*** Opening of Materials provided ***

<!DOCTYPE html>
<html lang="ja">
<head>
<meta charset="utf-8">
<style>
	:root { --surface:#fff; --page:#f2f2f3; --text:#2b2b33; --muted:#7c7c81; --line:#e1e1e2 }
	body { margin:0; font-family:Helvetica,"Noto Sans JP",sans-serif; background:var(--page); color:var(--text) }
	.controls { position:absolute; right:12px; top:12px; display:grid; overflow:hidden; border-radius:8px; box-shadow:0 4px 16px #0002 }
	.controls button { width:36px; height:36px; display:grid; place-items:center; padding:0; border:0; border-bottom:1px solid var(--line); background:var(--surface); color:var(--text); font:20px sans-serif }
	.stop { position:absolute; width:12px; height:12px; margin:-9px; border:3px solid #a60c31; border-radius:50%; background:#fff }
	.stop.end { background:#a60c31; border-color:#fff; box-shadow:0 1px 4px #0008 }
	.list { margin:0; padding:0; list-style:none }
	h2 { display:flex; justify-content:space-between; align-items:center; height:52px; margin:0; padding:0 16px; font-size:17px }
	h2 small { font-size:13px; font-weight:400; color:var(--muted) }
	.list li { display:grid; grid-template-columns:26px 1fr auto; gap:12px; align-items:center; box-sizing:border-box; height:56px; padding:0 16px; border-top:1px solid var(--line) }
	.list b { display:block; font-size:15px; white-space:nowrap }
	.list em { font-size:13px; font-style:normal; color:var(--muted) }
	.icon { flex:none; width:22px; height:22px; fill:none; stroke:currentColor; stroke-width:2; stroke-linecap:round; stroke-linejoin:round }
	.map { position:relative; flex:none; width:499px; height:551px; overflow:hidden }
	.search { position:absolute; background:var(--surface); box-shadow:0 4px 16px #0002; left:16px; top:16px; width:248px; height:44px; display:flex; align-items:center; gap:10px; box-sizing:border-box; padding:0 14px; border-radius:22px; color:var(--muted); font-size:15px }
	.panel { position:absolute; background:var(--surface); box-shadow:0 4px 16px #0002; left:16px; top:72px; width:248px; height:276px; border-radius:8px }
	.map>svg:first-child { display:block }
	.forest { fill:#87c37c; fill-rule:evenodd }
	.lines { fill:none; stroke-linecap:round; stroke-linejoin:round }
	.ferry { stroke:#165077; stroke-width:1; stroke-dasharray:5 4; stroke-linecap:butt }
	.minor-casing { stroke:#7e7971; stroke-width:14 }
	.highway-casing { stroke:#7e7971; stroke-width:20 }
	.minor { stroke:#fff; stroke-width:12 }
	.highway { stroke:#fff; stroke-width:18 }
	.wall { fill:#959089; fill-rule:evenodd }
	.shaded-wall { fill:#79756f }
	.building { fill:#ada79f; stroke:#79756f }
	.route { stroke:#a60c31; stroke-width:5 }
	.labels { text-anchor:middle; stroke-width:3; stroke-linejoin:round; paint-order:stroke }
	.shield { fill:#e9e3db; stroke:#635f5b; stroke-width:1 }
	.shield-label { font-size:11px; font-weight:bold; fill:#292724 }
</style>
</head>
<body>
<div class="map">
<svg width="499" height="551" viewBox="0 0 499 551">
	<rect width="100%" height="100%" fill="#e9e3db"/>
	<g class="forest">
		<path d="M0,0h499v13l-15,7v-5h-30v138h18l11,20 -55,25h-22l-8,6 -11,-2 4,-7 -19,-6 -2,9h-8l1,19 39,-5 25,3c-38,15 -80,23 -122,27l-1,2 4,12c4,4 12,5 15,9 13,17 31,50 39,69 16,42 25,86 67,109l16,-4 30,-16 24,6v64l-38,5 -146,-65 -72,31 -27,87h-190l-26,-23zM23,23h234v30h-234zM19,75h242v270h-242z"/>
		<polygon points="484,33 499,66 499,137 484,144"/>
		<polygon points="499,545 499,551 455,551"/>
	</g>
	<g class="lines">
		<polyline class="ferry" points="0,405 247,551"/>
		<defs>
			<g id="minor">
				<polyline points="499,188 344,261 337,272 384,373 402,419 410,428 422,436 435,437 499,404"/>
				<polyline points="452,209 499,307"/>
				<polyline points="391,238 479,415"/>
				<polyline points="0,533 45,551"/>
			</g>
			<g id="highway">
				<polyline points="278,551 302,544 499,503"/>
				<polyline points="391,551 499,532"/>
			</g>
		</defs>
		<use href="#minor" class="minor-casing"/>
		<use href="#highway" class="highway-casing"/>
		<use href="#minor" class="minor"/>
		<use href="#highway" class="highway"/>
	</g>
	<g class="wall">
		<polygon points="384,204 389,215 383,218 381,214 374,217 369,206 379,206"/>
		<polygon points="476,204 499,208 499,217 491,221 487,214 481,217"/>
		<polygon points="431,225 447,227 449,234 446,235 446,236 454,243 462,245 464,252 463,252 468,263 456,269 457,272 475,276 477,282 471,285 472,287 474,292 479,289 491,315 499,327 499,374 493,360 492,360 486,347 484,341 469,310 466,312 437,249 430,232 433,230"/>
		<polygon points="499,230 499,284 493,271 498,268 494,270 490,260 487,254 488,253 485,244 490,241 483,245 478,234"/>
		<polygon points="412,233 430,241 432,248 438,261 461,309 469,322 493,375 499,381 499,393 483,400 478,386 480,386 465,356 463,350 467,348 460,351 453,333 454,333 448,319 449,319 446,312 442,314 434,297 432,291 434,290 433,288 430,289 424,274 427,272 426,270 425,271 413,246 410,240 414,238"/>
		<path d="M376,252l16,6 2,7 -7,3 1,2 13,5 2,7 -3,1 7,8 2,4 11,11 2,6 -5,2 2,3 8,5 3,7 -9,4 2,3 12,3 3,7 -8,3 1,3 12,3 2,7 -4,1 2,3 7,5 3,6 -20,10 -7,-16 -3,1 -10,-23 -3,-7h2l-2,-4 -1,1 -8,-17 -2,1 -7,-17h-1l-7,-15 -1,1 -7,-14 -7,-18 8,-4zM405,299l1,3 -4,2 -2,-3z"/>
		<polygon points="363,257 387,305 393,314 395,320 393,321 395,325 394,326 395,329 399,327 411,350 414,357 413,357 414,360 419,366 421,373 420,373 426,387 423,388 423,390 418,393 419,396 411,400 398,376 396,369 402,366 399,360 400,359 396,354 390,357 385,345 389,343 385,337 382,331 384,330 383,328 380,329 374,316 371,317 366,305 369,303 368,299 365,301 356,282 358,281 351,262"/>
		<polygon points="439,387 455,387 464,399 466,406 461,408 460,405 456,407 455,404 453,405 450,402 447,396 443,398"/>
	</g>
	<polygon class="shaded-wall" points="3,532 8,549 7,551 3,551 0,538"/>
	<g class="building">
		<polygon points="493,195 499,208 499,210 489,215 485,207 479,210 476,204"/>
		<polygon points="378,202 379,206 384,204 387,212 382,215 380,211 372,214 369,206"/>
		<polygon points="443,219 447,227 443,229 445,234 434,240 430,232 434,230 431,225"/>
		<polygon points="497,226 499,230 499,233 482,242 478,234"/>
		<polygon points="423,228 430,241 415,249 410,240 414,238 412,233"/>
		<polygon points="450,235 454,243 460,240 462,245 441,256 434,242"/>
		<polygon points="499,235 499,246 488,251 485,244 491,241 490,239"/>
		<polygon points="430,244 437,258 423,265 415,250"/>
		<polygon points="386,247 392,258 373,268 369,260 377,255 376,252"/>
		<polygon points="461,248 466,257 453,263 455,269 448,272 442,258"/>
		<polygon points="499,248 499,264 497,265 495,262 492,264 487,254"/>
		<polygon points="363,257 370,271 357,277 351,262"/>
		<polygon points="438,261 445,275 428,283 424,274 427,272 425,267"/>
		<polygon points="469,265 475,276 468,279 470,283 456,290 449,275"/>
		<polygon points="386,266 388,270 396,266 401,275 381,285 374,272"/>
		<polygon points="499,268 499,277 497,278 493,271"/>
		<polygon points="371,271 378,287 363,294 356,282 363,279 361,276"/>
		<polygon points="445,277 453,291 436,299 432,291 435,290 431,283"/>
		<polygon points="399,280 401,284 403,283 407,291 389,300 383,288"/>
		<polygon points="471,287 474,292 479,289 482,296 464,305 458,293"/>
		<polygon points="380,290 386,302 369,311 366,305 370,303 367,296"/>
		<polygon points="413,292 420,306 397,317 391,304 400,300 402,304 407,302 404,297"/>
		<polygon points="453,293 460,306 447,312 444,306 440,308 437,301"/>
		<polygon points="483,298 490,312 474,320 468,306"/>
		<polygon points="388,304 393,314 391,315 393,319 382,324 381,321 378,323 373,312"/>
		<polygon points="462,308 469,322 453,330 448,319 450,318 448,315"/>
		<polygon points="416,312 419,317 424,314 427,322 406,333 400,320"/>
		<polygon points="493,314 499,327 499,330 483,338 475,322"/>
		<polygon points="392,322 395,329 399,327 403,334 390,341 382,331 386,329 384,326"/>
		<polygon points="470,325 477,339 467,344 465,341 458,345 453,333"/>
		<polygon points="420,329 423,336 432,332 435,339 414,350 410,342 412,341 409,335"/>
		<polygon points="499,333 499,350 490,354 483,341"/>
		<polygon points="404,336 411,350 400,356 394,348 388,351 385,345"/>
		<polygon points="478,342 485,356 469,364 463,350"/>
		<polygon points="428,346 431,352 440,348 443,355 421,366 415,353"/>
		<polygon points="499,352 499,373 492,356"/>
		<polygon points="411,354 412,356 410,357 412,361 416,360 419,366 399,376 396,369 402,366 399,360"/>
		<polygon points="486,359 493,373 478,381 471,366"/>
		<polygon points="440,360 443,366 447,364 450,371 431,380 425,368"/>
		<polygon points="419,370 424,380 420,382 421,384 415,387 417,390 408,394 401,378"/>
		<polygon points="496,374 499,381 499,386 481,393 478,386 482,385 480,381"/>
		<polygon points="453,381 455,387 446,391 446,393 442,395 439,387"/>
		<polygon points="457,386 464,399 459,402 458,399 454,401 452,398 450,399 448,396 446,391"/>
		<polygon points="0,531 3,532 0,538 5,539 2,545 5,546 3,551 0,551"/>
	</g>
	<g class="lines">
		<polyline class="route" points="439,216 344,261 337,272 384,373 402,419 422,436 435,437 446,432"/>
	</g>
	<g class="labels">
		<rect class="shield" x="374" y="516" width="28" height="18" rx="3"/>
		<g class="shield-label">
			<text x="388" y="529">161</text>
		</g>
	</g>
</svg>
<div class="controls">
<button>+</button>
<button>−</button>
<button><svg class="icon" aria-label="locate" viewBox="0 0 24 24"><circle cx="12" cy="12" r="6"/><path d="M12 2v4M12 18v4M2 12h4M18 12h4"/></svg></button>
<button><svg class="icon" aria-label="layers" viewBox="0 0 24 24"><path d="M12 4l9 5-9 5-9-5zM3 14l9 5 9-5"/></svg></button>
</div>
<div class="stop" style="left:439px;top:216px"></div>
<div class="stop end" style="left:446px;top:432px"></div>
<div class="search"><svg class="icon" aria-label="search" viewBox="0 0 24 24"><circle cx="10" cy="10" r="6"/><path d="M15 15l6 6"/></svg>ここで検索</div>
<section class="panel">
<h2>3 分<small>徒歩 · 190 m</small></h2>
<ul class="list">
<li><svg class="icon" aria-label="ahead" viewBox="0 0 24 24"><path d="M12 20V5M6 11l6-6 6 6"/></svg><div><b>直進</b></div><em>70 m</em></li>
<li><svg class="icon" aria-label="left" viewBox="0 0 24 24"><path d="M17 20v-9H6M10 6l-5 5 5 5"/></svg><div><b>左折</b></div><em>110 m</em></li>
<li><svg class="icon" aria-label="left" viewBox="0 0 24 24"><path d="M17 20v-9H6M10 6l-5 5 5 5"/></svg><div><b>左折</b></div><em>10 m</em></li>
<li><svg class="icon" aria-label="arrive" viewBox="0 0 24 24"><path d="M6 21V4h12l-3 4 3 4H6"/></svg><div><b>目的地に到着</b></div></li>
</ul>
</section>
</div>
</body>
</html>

*** Close of Materials provided ***

** Directions **
Note each line above that holds "body", then copy all of them.

** Exercise response **
	body { margin:0; font-family:Helvetica,"Noto Sans JP",sans-serif; background:var(--page); color:var(--text) }
<body>
</body>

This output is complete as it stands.